Tobacco Mosaic Virus
We all know that AIDS, SARS and flu are all caused by viruses. Most people, however, don't realize that some of the earliest work on viruses was done on a common plant virus, Tobacco mosaic virus (TMV). Over 100 years ago, Martinus Beijerinck described a 'mosaic disease of tobacco' in which sick plants developed a yellow-green 'mosaic' symptom on their leaves. Beijerinck passed sap of infected leaves through porcelain filters and showed that the filtered sap was infectious. He concluded that something smaller than bacteria caused the disease and used the term virus to describe this unusual agent of disease.

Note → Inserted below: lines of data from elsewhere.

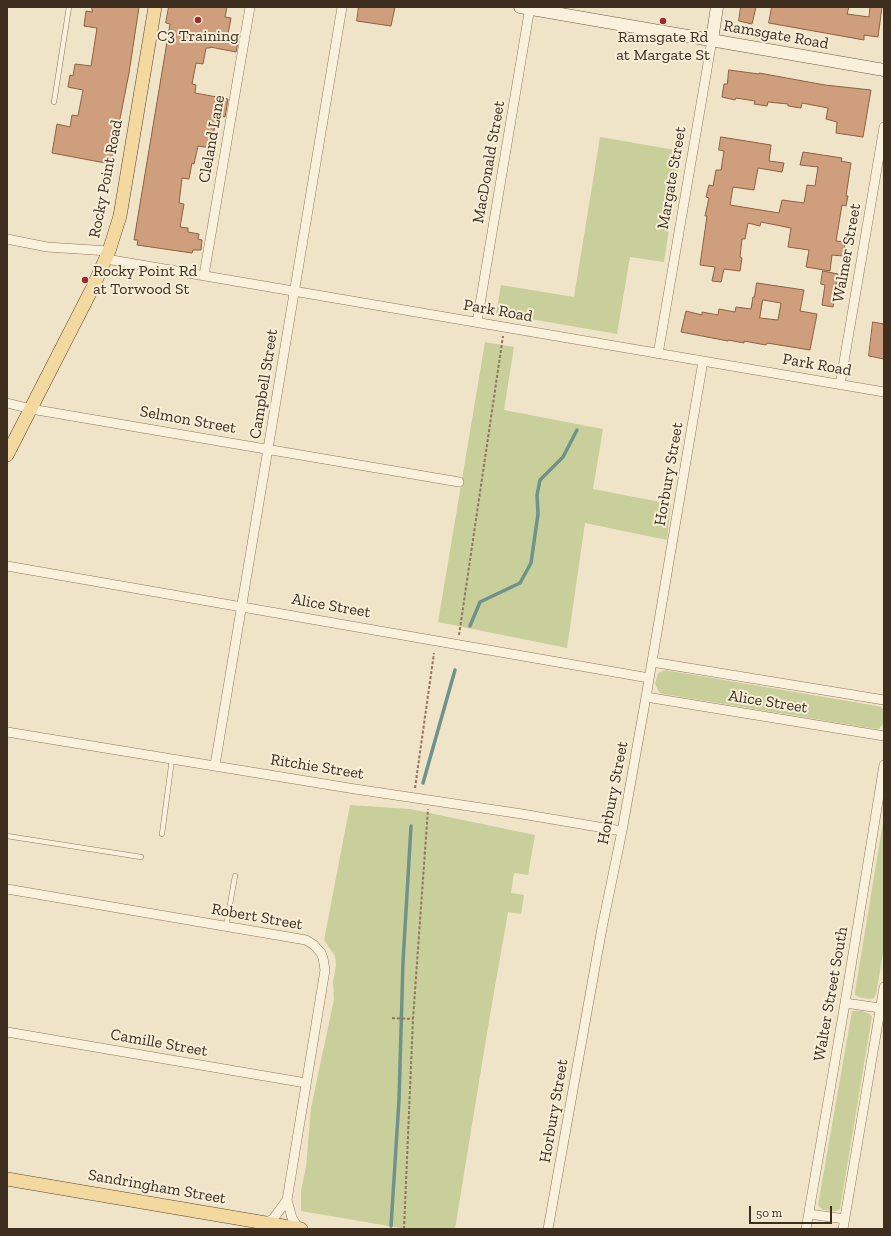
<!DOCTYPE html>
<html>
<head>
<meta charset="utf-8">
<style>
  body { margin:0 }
  #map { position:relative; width:891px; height:1236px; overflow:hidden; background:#f0e4c8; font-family:"Zilla Slab",serif }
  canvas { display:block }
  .frame { position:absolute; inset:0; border:8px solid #3d2e20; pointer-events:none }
  .scale { position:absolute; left:749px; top:1206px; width:83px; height:18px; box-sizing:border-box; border:2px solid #3d2e20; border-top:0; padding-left:5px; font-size:12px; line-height:14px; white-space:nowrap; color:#3d2e20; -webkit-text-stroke:3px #f7eed8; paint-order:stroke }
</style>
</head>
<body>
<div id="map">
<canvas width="891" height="1236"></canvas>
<div class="frame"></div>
<div class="scale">50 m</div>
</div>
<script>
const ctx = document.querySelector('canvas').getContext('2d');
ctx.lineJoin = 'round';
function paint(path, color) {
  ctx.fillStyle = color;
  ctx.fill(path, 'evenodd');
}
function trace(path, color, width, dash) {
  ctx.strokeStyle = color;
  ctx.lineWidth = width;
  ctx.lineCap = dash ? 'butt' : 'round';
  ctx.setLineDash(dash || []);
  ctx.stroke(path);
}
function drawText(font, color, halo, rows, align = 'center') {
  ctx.font = font + ' "Zilla Slab",serif';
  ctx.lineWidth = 4;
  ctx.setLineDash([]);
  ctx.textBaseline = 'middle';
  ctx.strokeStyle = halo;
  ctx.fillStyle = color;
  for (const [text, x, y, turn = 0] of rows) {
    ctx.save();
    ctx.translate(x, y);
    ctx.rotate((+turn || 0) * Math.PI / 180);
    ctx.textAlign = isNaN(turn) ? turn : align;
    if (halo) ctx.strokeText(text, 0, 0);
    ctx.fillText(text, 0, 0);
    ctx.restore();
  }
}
paint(new Path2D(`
  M600,137L681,151L664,262L630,257L617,334L496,313L501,285L574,297Z
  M485,342L514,347L504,410L603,429L593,489L671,504L667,540L585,523L567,648L438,622Z
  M665,670L877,706L881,707L884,710V723L879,729H876L663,694L659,692L655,684L658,673Z
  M350,805L410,809L535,835L528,875L514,873L511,893L524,895L521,914L508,912L488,1027L455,1229H406L301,1211V1191L306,1167L311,1108L334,999L333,982L336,965L335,956L324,940Z
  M884,816V946L876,995L874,998C869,1000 860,998 855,995V992Z
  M852,1011C859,1010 867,1011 872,1016L840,1209L836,1211L823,1210L818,1205Z`), '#c9cf9b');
trace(new Path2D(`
  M470,626L480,602L520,583L531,563L538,514L537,495L540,480L563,457L577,430
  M423,783L455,670
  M391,1226L399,1100L403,962L411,826`), '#6f938a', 3.5);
const building = new Path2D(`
  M92,7H139L129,73L111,164L52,153L57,124L70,127L72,115L78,116L83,90L68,87L70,75L73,76L75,64L91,66L97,28L84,26L86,11L92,12Z
  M169,7H227L225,17L231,18L228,34L239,36L236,52L210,47V48H206L203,64L196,63L192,84L196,85L195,93L228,99L225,117L222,116L221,120L216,119L211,148L198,146L194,164L192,163L189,179L182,178L179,203L184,204L180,227L188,228V232L199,234L198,239L202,240L201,250H193L192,253L137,245L138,240H134L170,24L166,23Z
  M359,7H395L391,26L357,21Z
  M741,7H756L752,24L739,21Z
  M772,7H849L847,14L869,17L870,7H882L878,37L864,35V40L769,23Z
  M729,70L759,74V73L825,85L871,90L863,137L836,133L837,122L826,119L828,108L802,103L801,108L788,106V104L768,102L767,106L754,104L755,101L736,98L735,100L722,97L724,84H727Z
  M721,137L771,145L769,161L784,163L782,172L758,168L754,190L733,187L730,205L779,213L782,200L804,203L807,185L815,186L818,167L800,165L803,152L842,158L841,161L851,163L846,196H848L846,206L842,205L836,241L845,242L843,256L832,255L830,271L806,267L809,250L788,247L791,228L761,222L760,226L748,223L745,239H742L740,257L742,258L740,271L724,269L721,282L712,281L715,267L700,265L707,216H705L709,198L706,197L709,185L713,186L716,170H721L724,151L719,150Z
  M823,271L838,274L833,307L822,305L825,285L821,284Z
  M757,283L804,290L800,311L817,314L810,350L767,343L766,345L744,341V343L728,340V341L681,332L686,311L702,315V312L718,315L719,309L735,312L736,307L751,309L753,297H754ZM763,300L781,303L778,320L760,318Z
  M873,322L884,324V359L869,356Z`);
paint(building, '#cf9f7d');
trace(building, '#8d5f41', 1);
const lane = new Path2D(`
  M54,102L69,7
  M162,834L172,759
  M7,836L141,857
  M226,927L235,876`);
const street = new Path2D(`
  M7,239L47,247L109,251
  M106,259L884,392
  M204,275L250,7
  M477,322L530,7
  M658,354L712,40
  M840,385L884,127
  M7,403L31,409L459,482
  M7,566L649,678
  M652,662L884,700
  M646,697L884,736
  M7,732L355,789L522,814L622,831
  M215,765L342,7
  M7,889L306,940L314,945L321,953L323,958L325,970L287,1200L273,1219L264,1223
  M845,1003L880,1008
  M7,1032L306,1083
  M287,1200L292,1218L299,1229
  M809,1214L845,1219
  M548,1229L602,928L622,831L646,697L703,361
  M806,1229L845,1003L884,765
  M843,1229L884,987`);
const secondary = new Path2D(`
  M520,7L884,70
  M712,40L717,7`);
const primary = new Path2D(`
  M7,455L93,287L109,251L120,216L155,7
  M7,1179L301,1229`);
trace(lane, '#8d765c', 5.5);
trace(street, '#8d765c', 10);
trace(secondary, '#6f573f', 13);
trace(primary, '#5b4430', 14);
trace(new Path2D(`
  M459,635L503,336
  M415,788L434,653
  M392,1018L413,1019
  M404,1229L413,1019L428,809`), '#8d765c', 2, [3, 2]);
trace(lane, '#faf1dc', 4.5);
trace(street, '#faf1dc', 9);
trace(secondary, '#faf1dc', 12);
trace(primary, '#f3d9a0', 13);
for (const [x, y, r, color] of [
  [198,20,4,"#9e2a2b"],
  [663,21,4,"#9e2a2b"],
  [85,280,4,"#9e2a2b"]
]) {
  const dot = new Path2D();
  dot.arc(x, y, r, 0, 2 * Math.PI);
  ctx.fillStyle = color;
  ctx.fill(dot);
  trace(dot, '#f7eed8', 1.5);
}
drawText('16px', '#3d2e20', '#f7eed8', [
  ["Ramsgate Road",776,35,10],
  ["Cleland Lane",212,139,-80],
  ["MacDonald Street",489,162,-80],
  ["Margate Street",672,178,-80],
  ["Rocky Point Road",106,179,-79],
  ["Walmer Street",847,253,-80],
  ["Park Road",498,311,10],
  ["Park Road",817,365,10],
  ["Campbell Street",264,384,-81],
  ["Selmon Street",188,420,10],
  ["Horbury Street",669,474,-80],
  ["Alice Street",331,606,10],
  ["Alice Street",768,702,9],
  ["Ritchie Street",317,767,9],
  ["Horbury Street",613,793,-79],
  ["Robert Street",257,917,10],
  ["Walter Street South",831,994,-80],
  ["Camille Street",159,1043,10],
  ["Horbury Street",554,1111,-80],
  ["Sandringham Street",157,1187,10]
]);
drawText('16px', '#3d2e20', '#f7eed8', [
  ["C3 Training",198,36],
  ["Ramsgate Rd",663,37],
  ["at Margate St",663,55],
  ["Rocky Point Rd",93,271,"left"],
  ["at Torwood St",93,289,"left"]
]);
</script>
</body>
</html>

Wendell Stanley used TMV to demonstrate the 'non-living' nature of viruses. He showed that TMV could be crystallized and that virus crystals were still infectious when placed back in tobacco. For this revolutionary work, he received a Nobel Prize in Chemistry in 1946. Viruses are composed mostly of a nucleic acid (DNA or RNA) and coat protein that covers the nucleic acid. Ten years later, Heinz Frankel-Conrat used TMV to show that the genetic material was nucleic acid (RNA), and not protein, when he proved that TMV nucleic acid was infectious. He took the virus apart, and using only its nucleic acid, was able to infect plants that went on to produce complete viruses.
Today, TMV remains both an important source of disease for a wide variety of plants and an essential tool for the advanced study of viruses. It was the first virus for which the entire nucleic acid was sequenced and the first virus for which plants were genetically engineered to create TMV-resistant plants.